Content starts

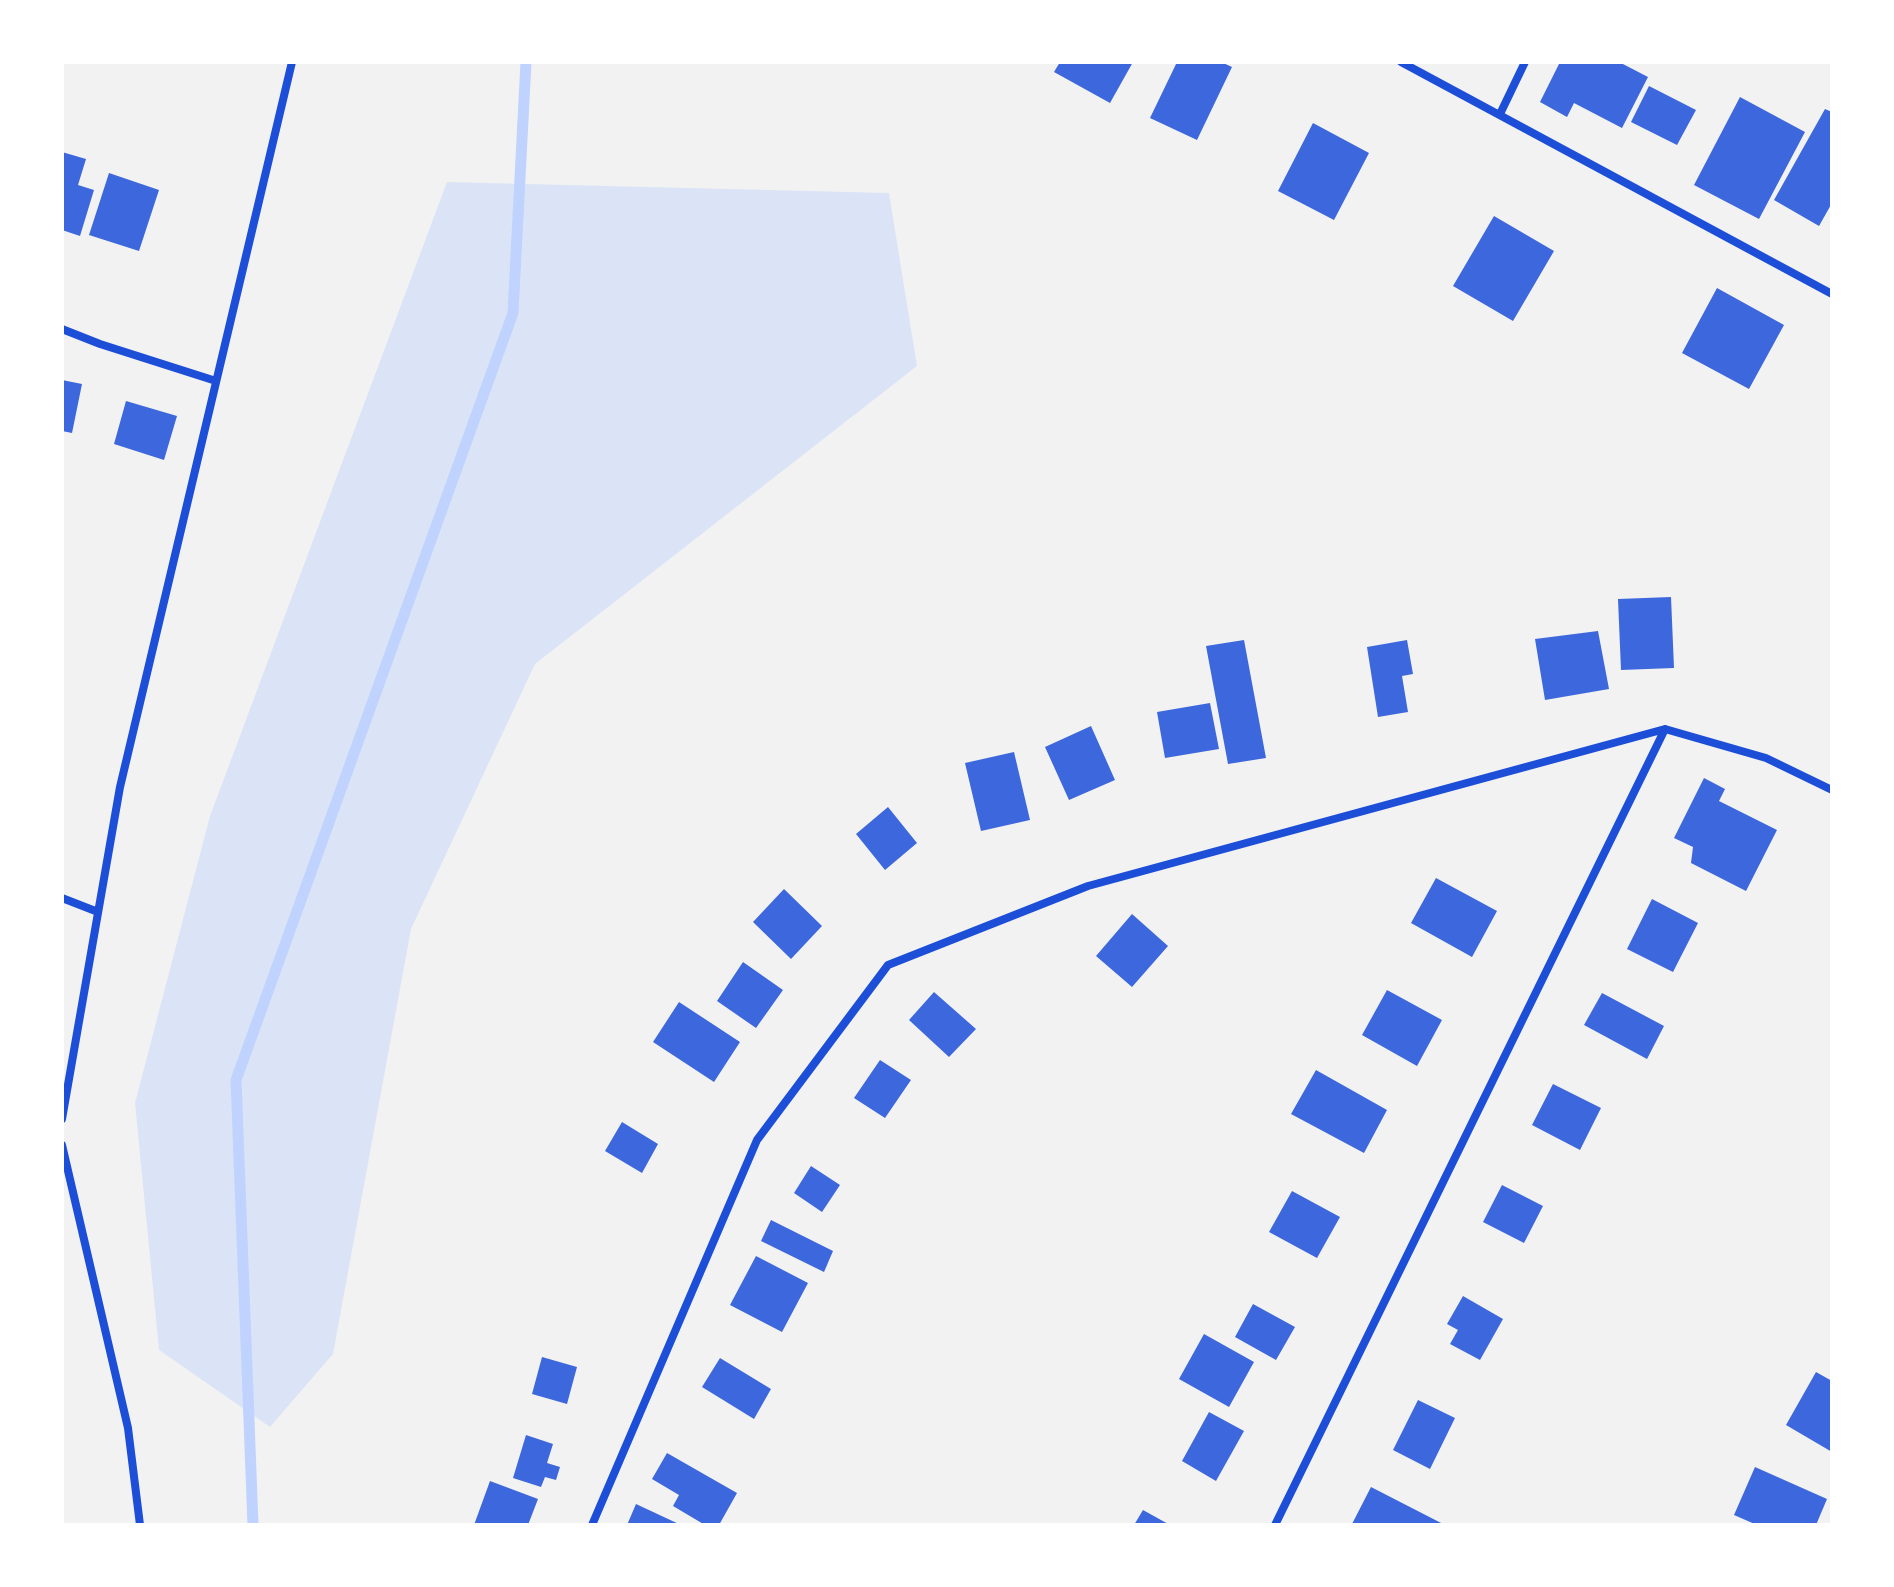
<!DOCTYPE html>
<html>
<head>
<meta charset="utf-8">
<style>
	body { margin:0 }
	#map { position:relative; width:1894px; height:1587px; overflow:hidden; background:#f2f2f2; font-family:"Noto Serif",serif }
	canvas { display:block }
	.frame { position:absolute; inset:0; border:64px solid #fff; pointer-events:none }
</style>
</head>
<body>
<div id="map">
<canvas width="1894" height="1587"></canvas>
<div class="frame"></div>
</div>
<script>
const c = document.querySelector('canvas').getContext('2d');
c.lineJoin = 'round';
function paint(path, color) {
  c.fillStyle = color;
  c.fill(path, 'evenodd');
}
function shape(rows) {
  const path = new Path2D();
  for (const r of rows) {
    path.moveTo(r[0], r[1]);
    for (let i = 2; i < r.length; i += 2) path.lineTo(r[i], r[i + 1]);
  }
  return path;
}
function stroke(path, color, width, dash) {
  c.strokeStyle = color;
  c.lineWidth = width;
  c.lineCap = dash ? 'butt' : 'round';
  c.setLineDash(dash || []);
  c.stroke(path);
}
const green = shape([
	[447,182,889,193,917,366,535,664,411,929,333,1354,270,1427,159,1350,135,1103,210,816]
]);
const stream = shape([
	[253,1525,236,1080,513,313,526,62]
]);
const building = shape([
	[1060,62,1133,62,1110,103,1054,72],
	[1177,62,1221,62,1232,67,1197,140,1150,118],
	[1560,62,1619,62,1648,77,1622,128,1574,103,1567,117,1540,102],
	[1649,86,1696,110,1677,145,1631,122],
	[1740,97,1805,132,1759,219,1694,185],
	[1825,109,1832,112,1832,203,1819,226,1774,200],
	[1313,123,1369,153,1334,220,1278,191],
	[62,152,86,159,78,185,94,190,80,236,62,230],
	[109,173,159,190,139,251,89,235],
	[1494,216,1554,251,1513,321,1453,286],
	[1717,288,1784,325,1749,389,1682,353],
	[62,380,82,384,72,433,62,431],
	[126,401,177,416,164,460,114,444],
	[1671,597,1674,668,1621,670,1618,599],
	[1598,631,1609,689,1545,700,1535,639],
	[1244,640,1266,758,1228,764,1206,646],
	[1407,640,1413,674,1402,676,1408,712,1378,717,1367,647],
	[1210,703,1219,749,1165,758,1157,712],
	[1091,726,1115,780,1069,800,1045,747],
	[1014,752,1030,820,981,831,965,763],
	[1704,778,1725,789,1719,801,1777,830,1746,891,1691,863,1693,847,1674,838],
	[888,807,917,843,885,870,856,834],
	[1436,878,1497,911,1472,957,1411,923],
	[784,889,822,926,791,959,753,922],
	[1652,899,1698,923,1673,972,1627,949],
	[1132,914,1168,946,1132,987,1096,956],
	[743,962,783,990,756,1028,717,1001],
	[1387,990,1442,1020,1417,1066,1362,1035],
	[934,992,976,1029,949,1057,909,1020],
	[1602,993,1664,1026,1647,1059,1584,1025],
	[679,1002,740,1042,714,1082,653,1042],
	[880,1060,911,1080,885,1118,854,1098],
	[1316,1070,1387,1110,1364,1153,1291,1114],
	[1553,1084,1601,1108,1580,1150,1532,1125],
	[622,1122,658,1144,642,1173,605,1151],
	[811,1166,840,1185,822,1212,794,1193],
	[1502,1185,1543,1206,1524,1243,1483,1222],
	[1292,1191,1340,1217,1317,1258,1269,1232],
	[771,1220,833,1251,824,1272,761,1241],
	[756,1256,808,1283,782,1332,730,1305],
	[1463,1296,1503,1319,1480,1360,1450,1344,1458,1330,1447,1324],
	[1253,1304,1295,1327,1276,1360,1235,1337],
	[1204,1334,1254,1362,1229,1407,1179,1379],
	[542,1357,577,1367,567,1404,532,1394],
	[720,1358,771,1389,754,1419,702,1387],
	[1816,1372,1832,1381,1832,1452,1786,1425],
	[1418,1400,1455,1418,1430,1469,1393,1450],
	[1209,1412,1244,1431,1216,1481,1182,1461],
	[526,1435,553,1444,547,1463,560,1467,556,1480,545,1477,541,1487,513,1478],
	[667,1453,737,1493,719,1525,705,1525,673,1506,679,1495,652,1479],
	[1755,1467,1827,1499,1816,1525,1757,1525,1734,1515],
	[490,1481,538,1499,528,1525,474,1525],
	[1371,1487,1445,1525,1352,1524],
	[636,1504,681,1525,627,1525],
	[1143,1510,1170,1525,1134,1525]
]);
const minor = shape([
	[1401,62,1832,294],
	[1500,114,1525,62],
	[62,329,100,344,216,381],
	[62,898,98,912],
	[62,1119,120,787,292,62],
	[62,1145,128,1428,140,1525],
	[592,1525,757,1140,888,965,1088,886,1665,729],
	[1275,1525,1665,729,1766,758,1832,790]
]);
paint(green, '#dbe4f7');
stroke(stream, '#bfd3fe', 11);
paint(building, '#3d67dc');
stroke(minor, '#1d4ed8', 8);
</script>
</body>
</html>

Content ends

• [GOAL OF THE EXERCISE]
The lines in the listing that include the word "function" are to be counted; give only that number.

• [RESPONSE AREA]
3